## [EXERCISE GOAL]
Among the records, which lines include "Sort"? List them.
::: ENTRIES PROVIDED
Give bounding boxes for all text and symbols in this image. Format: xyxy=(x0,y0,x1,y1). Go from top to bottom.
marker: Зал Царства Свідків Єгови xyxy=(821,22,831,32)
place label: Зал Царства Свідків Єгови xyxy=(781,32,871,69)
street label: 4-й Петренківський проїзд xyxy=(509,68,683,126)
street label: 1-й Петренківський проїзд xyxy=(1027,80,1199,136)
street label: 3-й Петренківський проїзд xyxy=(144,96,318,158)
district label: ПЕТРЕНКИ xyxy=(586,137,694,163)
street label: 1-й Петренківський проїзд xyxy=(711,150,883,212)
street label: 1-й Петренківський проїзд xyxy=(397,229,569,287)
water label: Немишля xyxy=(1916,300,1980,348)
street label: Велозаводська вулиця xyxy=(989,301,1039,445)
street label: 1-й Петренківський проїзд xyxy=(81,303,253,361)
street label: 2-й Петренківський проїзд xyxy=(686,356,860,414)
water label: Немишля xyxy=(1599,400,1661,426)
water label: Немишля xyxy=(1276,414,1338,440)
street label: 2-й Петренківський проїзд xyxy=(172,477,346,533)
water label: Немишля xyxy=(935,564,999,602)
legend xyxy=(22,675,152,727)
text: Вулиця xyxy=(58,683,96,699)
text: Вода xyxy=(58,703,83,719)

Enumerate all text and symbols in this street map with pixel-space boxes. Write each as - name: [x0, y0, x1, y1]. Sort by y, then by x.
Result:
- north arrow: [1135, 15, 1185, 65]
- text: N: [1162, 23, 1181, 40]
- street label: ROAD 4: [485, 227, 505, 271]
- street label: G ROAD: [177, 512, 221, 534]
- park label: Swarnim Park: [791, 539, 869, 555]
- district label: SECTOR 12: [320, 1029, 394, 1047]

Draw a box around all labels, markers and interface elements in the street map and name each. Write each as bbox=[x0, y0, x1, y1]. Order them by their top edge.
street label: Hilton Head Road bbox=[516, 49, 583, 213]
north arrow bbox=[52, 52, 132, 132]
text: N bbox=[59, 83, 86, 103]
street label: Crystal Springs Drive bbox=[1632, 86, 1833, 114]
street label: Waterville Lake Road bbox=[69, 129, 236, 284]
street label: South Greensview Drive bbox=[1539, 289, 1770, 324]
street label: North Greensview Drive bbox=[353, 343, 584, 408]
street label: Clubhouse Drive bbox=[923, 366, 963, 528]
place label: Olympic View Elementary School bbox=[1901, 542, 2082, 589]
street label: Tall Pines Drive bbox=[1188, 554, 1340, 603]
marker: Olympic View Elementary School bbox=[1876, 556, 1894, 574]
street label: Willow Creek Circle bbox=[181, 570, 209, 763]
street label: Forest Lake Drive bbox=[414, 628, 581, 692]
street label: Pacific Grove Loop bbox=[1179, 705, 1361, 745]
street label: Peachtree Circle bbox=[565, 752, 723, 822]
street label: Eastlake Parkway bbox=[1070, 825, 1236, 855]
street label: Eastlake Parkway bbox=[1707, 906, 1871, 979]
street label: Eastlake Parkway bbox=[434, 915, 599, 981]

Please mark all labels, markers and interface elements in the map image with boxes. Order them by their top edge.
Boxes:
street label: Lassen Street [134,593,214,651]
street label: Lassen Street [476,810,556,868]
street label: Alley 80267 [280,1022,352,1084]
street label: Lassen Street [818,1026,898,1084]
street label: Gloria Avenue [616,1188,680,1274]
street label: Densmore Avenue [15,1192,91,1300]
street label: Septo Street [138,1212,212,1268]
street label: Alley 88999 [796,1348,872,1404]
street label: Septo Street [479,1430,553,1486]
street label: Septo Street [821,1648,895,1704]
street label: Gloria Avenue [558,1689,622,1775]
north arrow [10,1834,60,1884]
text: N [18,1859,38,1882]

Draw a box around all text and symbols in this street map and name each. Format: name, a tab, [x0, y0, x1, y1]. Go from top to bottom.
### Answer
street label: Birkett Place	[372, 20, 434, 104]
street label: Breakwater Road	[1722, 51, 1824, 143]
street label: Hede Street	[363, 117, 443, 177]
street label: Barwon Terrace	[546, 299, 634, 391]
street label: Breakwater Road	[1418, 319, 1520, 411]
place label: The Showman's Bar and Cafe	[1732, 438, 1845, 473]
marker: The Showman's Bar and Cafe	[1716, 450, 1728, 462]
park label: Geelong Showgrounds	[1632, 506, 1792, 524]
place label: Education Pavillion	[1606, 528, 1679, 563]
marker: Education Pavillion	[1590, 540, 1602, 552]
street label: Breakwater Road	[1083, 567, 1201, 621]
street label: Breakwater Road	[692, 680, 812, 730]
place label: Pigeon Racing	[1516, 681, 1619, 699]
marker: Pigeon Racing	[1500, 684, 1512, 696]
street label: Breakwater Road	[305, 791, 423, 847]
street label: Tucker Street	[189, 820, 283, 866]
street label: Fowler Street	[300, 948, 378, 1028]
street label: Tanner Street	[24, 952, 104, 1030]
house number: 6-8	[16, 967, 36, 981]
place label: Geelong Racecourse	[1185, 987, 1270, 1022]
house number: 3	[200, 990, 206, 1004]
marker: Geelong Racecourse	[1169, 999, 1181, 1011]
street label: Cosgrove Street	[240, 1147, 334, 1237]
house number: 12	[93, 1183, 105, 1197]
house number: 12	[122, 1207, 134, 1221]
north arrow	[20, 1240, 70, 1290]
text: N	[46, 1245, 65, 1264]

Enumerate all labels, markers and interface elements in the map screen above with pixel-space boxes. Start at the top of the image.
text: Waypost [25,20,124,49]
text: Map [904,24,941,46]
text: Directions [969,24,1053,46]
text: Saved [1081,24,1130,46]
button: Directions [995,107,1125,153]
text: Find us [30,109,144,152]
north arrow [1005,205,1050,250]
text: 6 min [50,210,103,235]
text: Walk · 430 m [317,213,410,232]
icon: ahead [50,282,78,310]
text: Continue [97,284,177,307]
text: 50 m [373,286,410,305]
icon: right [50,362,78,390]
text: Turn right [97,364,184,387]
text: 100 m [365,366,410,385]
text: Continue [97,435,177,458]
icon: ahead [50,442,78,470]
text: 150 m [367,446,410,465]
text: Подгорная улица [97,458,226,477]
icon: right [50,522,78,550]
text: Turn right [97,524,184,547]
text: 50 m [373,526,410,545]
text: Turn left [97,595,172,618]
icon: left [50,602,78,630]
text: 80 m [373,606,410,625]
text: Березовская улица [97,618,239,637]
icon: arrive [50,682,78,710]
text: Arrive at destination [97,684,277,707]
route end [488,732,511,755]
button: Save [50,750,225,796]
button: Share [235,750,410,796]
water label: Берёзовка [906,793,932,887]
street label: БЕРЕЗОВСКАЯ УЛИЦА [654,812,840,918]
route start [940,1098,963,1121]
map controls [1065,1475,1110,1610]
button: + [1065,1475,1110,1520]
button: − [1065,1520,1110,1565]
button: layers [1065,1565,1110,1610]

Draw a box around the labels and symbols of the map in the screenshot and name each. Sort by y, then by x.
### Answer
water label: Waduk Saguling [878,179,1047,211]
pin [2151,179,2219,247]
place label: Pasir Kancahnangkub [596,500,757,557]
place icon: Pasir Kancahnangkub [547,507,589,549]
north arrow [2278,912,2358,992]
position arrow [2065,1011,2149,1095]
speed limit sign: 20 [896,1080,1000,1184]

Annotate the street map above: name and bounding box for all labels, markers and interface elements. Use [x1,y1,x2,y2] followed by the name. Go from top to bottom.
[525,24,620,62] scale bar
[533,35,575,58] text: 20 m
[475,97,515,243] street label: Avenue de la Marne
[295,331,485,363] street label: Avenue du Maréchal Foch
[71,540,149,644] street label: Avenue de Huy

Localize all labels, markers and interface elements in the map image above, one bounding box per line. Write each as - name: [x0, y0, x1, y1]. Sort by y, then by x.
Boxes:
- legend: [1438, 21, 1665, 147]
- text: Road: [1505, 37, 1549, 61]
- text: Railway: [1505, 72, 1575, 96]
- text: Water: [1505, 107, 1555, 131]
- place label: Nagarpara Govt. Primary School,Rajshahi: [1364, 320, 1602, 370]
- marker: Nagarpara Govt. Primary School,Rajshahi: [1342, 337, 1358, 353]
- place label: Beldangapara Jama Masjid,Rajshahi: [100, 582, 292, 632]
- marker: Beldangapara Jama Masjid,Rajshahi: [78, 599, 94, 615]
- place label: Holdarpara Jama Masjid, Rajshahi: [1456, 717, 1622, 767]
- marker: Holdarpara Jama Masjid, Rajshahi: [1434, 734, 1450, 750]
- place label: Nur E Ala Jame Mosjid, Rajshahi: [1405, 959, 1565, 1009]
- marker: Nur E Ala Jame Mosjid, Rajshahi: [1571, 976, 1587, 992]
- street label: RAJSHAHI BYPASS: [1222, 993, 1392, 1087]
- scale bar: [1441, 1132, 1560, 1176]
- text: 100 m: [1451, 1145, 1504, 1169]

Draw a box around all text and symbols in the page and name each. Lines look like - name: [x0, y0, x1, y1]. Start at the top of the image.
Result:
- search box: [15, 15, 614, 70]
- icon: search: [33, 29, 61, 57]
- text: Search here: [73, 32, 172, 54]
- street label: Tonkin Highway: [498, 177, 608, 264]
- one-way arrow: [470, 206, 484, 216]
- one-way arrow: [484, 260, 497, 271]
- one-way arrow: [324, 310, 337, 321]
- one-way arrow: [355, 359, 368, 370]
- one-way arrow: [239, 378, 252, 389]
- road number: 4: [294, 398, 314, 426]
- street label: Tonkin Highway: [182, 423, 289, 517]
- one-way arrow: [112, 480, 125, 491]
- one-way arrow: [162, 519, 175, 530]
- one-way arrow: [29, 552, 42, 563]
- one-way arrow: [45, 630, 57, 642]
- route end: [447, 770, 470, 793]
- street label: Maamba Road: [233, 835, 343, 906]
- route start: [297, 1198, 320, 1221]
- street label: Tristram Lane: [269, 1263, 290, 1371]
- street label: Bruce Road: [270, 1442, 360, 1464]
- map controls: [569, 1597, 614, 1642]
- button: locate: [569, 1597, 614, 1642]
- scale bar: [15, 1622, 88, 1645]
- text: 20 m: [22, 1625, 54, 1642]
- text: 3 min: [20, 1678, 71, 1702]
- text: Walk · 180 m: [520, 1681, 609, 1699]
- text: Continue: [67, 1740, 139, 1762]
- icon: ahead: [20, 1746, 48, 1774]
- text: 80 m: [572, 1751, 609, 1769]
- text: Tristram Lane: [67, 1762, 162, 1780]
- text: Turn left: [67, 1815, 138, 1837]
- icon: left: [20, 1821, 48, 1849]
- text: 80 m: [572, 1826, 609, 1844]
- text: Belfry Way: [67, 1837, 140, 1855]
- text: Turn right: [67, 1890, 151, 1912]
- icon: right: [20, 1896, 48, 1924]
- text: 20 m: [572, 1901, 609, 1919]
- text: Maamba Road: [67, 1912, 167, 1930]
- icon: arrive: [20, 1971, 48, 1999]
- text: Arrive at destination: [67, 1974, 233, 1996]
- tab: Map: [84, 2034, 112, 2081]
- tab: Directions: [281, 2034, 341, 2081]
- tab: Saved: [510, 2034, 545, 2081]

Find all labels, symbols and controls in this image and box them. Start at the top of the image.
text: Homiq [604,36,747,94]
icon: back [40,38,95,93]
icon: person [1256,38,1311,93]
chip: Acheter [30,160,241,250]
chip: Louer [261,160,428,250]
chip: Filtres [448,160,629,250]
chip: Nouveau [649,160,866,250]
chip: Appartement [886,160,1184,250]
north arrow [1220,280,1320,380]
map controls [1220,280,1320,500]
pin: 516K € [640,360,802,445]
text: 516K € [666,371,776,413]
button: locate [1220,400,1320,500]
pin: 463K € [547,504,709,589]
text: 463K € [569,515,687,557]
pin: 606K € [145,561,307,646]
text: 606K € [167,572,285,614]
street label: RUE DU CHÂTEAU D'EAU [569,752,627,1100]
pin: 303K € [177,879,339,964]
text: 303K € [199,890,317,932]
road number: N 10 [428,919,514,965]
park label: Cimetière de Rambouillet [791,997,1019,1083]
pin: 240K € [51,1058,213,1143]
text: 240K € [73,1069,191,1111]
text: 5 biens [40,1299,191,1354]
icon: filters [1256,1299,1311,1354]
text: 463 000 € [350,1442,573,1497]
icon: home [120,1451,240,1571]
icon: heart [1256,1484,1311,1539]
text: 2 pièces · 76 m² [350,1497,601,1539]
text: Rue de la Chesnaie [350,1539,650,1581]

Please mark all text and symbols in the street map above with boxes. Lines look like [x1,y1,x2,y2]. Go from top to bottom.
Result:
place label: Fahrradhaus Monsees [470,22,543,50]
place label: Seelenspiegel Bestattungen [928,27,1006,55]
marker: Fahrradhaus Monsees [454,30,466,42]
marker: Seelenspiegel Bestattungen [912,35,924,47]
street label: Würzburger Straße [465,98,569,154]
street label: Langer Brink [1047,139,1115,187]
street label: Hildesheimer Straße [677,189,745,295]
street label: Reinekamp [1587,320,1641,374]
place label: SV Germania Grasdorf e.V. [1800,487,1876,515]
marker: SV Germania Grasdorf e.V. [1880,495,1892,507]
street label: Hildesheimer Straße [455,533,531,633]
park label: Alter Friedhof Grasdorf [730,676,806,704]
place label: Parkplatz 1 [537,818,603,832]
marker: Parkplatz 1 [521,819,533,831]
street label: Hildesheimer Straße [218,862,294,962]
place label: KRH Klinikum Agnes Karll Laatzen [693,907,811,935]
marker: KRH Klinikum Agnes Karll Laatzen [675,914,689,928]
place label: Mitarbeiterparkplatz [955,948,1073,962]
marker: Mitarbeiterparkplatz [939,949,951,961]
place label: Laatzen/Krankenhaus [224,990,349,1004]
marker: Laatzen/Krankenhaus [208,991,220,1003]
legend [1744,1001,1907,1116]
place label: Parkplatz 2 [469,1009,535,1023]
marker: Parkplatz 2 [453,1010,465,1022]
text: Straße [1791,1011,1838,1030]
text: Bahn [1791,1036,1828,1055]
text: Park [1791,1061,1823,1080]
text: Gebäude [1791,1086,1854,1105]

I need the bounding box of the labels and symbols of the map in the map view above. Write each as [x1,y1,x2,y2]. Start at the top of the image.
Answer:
::::::
## [RESULT BELOW]
Enumerate all text and symbols in this street map with pixel-space boxes. Write each as - name: [x0, y0, x1, y1]. Sort by y, then by x.
Draw a box around the labels and symbols of the map in the screenshot and name each. Sort by y, then by x.
Localize all labels, markers and interface elements in the map image above, one bounding box per line. Write each as - name: [x0, y0, x1, y1]. Sort by y, then by x.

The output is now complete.